Юрий Дружников - Ангелы на кончике иглы
— С кем вы желаете говорить?
— Мне нужен Тавров.
— Игорь Иваныч?! — изумился ничему не удивляющийся Тавров и на всякий случай оглянулся. — Ты откуда?
— Все оттуда же, Яков Маркыч. К сожалению…
— Как ты меня нашел?
— Да просто: «свежая голова» в редакции подсказала… У вас там весело?
— Не знаю… — замялся Раппопорт. — В целом весело… Как твое самочувствие?
— Медленно все… Вот, выходить разрешили — двести метров в день. Ну, лечебная гимнастика — лежа… Устал я…
— Болеть устал? Это мне понятно!
— Нет, Тавров, не болеть… Что Ягубов творит? И ведь его поддерживают! Надо бы задушить, да сил пока нет.
— Еще навоюешься!
Установилась пауза, которая заполнилась джазом, долетающим из столовой. Макарцеву трудно было, и Раппопорт его не торопил. Не добившись никаких результатов, Зинаида в отчаяньи поделилась с мужем.
— Мой сын убийца? — крикнул ей Игорь Иванович. — Нет у меня сына! Вся жизнь кувырком…
— Есть, — холодно возразила она. — Твои позы никому не нужны и, тем более, мне. Ты обязан поправиться хотя бы для того, чтобы спасти Бобочку!
Такой бледной и жесткой Макарцев жену никогда не видел. После того как она ушла, он мучился, скрипел зубами, кряхтел, не в силах совладать с собой, и наконец решился звонить Якову Марковичу. А позвонив, молчал.
— Может, мне о пенсии подумать, Тавров, как считаешь?
— Ты для этого звонишь?
— Нет, Яков Маркыч… Чего крутить? С сыном, брат, плохо.
— Понимаю…
— У тебя нет каналов — надавить? Был бы я здоров, мигом нажал. Но я временно вне игры…
— Попробовать могу…
— Попытайся. Ведь у тебя самого сын!
— Эмоций не надо.
— Ну, извини, Тавров, что оторвал от стола.
— Пустяки, я домой собрался. Поправляйся, все будет в порядке.
— Думаешь?
— Уверен!
Дверь ванной открылась. Там происходила перемена декораций.

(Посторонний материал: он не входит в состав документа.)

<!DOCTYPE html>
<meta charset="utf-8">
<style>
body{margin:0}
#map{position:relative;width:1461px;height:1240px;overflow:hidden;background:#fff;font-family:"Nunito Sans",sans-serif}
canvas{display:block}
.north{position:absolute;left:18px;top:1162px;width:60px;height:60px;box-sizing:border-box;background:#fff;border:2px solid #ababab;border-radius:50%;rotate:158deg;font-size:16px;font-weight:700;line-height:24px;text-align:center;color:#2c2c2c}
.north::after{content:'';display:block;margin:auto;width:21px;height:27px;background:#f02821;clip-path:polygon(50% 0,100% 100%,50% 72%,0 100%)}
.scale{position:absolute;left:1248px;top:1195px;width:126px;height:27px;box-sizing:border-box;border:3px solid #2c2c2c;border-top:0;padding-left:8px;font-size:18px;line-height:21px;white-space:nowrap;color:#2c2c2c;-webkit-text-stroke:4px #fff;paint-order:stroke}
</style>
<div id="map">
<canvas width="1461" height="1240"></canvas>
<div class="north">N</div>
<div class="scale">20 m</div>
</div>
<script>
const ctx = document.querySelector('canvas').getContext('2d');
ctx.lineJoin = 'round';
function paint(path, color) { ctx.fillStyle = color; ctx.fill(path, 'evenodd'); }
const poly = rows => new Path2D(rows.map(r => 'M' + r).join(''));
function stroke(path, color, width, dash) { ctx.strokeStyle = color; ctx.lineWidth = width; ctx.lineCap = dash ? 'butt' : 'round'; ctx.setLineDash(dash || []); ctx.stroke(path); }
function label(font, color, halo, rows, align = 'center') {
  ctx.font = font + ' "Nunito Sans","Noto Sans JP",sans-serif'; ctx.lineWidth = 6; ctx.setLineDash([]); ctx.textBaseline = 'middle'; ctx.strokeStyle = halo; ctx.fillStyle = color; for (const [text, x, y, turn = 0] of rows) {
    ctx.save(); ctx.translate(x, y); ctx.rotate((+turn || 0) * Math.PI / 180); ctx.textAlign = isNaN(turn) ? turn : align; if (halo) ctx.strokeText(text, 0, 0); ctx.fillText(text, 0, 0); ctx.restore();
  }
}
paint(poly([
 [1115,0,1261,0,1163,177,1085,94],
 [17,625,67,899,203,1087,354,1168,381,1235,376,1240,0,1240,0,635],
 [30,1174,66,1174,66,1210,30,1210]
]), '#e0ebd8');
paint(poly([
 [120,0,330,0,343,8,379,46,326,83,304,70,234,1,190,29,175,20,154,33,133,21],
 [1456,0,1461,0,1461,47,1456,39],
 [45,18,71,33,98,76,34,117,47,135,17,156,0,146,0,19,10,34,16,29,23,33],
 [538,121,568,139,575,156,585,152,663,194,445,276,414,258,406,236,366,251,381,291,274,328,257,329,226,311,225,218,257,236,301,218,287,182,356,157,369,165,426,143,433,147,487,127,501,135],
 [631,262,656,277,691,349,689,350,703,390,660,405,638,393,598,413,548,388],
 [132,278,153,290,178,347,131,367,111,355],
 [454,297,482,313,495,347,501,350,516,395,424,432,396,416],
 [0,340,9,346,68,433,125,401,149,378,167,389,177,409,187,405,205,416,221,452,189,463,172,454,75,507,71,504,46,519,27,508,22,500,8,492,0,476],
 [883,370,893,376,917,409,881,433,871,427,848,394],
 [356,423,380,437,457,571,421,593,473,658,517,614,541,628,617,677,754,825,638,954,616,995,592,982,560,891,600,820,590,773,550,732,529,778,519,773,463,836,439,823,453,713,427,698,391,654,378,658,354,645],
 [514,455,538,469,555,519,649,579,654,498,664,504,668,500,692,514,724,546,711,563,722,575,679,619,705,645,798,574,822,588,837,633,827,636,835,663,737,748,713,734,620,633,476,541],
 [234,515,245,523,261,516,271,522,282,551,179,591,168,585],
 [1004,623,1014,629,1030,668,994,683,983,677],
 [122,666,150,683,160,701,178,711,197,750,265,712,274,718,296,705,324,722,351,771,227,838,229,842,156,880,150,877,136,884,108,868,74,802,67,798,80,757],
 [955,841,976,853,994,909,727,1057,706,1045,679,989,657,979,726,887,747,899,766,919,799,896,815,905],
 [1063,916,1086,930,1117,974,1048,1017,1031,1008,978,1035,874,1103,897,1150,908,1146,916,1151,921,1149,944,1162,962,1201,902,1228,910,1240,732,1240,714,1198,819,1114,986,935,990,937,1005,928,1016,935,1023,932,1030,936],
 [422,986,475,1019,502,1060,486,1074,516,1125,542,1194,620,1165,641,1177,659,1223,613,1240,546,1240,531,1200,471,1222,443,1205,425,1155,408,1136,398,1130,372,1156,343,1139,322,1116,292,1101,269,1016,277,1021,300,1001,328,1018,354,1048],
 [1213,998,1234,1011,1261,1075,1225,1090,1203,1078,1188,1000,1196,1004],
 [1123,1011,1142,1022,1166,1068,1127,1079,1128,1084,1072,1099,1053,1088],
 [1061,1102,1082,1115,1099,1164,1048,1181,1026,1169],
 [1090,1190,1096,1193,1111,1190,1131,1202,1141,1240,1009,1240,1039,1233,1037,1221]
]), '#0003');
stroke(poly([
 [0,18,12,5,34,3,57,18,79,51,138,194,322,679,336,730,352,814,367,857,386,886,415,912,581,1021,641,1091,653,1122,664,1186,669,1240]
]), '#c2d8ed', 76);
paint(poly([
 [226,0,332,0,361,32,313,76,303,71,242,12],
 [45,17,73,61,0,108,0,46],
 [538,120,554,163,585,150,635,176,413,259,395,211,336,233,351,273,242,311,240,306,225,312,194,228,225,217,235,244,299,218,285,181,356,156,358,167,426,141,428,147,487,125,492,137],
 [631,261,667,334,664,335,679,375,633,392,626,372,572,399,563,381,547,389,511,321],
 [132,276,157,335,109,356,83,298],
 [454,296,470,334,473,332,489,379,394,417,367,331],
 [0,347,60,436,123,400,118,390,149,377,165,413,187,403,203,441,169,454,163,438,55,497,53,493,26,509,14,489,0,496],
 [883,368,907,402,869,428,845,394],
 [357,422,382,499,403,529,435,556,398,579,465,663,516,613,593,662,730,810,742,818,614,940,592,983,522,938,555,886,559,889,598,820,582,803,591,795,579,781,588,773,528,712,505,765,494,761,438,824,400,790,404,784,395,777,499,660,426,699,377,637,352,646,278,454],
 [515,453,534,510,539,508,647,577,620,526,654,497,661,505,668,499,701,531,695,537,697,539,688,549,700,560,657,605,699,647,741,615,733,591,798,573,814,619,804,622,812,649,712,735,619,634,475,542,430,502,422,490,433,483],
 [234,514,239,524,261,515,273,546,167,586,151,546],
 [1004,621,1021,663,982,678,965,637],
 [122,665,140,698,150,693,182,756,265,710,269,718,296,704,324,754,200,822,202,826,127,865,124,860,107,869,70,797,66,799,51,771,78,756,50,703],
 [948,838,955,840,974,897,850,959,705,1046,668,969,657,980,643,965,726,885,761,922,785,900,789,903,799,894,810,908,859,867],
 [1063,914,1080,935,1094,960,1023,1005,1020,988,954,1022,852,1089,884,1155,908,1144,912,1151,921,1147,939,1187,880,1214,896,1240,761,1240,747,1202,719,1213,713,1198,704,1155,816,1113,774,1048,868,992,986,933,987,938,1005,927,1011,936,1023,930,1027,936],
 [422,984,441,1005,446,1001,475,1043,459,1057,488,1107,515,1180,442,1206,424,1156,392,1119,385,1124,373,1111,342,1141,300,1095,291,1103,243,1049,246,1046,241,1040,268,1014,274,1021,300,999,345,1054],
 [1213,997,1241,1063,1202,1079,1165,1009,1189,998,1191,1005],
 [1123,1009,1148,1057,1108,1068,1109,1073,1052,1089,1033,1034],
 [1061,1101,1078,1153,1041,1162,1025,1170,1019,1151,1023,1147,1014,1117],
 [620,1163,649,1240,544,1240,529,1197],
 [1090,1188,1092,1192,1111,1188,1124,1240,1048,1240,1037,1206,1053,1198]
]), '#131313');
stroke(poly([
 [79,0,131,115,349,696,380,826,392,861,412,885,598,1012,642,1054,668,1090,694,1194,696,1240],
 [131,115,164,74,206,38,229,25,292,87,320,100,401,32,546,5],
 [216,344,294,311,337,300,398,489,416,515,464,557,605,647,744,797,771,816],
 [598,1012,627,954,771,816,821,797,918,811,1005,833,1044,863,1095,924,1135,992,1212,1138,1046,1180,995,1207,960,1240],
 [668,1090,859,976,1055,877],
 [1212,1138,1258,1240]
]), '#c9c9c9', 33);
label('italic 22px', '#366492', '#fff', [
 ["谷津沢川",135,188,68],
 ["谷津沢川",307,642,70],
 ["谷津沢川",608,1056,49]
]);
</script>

Максим, застегивая рубашку, жестом пригласил Раппопорта:
— Присоединяйся к нам!
— Рад бы, ребята, да нечем…
— Вечно ты прикидываешься старше, чем есть, Яша!
Яков Маркович отечески потрепал Закаморного по шее, прошлепал по коридору и тихо притворил за собой дверь.
— Рап ушел, — рассеянно сказала Надежда.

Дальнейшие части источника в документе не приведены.